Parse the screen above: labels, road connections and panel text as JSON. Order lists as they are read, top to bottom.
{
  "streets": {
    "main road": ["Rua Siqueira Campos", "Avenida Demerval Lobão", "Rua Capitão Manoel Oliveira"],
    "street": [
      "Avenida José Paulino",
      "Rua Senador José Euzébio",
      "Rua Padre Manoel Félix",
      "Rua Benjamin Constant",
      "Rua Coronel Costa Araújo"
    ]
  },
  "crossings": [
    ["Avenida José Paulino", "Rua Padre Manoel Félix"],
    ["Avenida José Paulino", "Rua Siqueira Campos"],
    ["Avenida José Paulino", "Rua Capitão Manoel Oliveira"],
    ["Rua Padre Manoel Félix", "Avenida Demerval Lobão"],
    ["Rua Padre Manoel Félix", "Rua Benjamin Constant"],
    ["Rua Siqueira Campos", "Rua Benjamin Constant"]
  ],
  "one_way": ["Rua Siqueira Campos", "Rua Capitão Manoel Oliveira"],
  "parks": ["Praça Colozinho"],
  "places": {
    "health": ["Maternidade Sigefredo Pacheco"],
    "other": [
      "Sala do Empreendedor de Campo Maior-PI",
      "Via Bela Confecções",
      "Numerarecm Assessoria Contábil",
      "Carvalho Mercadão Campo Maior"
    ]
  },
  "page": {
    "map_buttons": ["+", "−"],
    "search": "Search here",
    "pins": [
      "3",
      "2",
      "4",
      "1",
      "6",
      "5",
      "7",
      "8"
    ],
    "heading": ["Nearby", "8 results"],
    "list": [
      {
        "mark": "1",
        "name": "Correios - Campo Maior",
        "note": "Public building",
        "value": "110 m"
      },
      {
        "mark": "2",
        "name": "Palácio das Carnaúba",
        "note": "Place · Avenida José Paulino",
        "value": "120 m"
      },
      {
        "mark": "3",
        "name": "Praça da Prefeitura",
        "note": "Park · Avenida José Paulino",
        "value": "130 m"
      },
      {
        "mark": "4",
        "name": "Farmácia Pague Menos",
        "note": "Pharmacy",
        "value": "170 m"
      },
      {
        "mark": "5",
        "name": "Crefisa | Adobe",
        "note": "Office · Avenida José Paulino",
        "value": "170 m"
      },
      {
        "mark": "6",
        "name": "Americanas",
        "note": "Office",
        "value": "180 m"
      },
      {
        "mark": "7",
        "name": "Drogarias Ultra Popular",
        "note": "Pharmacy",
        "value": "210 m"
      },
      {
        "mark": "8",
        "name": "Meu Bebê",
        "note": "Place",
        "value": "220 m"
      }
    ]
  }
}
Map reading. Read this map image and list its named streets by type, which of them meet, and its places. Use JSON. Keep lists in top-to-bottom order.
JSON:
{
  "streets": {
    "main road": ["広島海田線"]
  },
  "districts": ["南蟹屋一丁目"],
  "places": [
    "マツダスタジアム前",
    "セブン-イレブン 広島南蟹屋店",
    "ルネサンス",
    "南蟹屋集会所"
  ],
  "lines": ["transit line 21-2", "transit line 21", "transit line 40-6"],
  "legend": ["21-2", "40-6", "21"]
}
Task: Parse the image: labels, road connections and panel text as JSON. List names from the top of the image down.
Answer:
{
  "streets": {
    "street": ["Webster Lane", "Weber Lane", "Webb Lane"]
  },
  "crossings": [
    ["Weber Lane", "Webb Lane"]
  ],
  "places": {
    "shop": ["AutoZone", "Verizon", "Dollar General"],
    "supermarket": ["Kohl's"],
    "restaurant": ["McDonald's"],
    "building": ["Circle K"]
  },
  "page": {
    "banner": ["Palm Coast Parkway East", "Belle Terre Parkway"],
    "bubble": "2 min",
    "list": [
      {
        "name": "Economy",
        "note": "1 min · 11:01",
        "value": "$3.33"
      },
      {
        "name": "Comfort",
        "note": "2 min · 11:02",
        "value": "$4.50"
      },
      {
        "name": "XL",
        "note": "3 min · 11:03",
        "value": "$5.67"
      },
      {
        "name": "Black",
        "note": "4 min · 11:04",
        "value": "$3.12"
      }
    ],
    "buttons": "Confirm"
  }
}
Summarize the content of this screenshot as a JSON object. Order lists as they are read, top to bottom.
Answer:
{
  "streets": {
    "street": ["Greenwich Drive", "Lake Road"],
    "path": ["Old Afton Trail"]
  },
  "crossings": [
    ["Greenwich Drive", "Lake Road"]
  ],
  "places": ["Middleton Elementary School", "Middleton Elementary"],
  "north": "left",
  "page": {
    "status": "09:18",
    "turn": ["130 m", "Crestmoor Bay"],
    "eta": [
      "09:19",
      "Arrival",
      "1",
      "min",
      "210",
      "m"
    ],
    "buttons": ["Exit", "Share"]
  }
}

========

§ **TASK STATEMENT**
Please repeat all the records above exactly as they appear.

§ **TASK RESULT**
Parse the screen above: labels, road connections and panel text as JSON. Order lists as they are read, top to bottom.
{
  "streets": {
    "main road": ["Rua Siqueira Campos", "Avenida Demerval Lobão", "Rua Capitão Manoel Oliveira"],
    "street": [
      "Avenida José Paulino",
      "Rua Senador José Euzébio",
      "Rua Padre Manoel Félix",
      "Rua Benjamin Constant",
      "Rua Coronel Costa Araújo"
    ]
  },
  "crossings": [
    ["Avenida José Paulino", "Rua Padre Manoel Félix"],
    ["Avenida José Paulino", "Rua Siqueira Campos"],
    ["Avenida José Paulino", "Rua Capitão Manoel Oliveira"],
    ["Rua Padre Manoel Félix", "Avenida Demerval Lobão"],
    ["Rua Padre Manoel Félix", "Rua Benjamin Constant"],
    ["Rua Siqueira Campos", "Rua Benjamin Constant"]
  ],
  "one_way": ["Rua Siqueira Campos", "Rua Capitão Manoel Oliveira"],
  "parks": ["Praça Colozinho"],
  "places": {
    "health": ["Maternidade Sigefredo Pacheco"],
    "other": [
      "Sala do Empreendedor de Campo Maior-PI",
      "Via Bela Confecções",
      "Numerarecm Assessoria Contábil",
      "Carvalho Mercadão Campo Maior"
    ]
  },
  "page": {
    "map_buttons": ["+", "−"],
    "search": "Search here",
    "pins": [
      "3",
      "2",
      "4",
      "1",
      "6",
      "5",
      "7",
      "8"
    ],
    "heading": ["Nearby", "8 results"],
    "list": [
      {
        "mark": "1",
        "name": "Correios - Campo Maior",
        "note": "Public building",
        "value": "110 m"
      },
      {
        "mark": "2",
        "name": "Palácio das Carnaúba",
        "note": "Place · Avenida José Paulino",
        "value": "120 m"
      },
      {
        "mark": "3",
        "name": "Praça da Prefeitura",
        "note": "Park · Avenida José Paulino",
        "value": "130 m"
      },
      {
        "mark": "4",
        "name": "Farmácia Pague Menos",
        "note": "Pharmacy",
        "value": "170 m"
      },
      {
        "mark": "5",
        "name": "Crefisa | Adobe",
        "note": "Office · Avenida José Paulino",
        "value": "170 m"
      },
      {
        "mark": "6",
        "name": "Americanas",
        "note": "Office",
        "value": "180 m"
      },
      {
        "mark": "7",
        "name": "Drogarias Ultra Popular",
        "note": "Pharmacy",
        "value": "210 m"
      },
      {
        "mark": "8",
        "name": "Meu Bebê",
        "note": "Place",
        "value": "220 m"
      }
    ]
  }
}
Map reading. Read this map image and list its named streets by type, which of them meet, and its places. Use JSON. Keep lists in top-to-bottom order.
JSON:
{
  "streets": {
    "main road": ["広島海田線"]
  },
  "districts": ["南蟹屋一丁目"],
  "places": [
    "マツダスタジアム前",
    "セブン-イレブン 広島南蟹屋店",
    "ルネサンス",
    "南蟹屋集会所"
  ],
  "lines": ["transit line 21-2", "transit line 21", "transit line 40-6"],
  "legend": ["21-2", "40-6", "21"]
}
Task: Parse the image: labels, road connections and panel text as JSON. List names from the top of the image down.
Answer:
{
  "streets": {
    "street": ["Webster Lane", "Weber Lane", "Webb Lane"]
  },
  "crossings": [
    ["Weber Lane", "Webb Lane"]
  ],
  "places": {
    "shop": ["AutoZone", "Verizon", "Dollar General"],
    "supermarket": ["Kohl's"],
    "restaurant": ["McDonald's"],
    "building": ["Circle K"]
  },
  "page": {
    "banner": ["Palm Coast Parkway East", "Belle Terre Parkway"],
    "bubble": "2 min",
    "list": [
      {
        "name": "Economy",
        "note": "1 min · 11:01",
        "value": "$3.33"
      },
      {
        "name": "Comfort",
        "note": "2 min · 11:02",
        "value": "$4.50"
      },
      {
        "name": "XL",
        "note": "3 min · 11:03",
        "value": "$5.67"
      },
      {
        "name": "Black",
        "note": "4 min · 11:04",
        "value": "$3.12"
      }
    ],
    "buttons": "Confirm"
  }
}
Summarize the content of this screenshot as a JSON object. Order lists as they are read, top to bottom.
Answer:
{
  "streets": {
    "street": ["Greenwich Drive", "Lake Road"],
    "path": ["Old Afton Trail"]
  },
  "crossings": [
    ["Greenwich Drive", "Lake Road"]
  ],
  "places": ["Middleton Elementary School", "Middleton Elementary"],
  "north": "left",
  "page": {
    "status": "09:18",
    "turn": ["130 m", "Crestmoor Bay"],
    "eta": [
      "09:19",
      "Arrival",
      "1",
      "min",
      "210",
      "m"
    ],
    "buttons": ["Exit", "Share"]
  }
}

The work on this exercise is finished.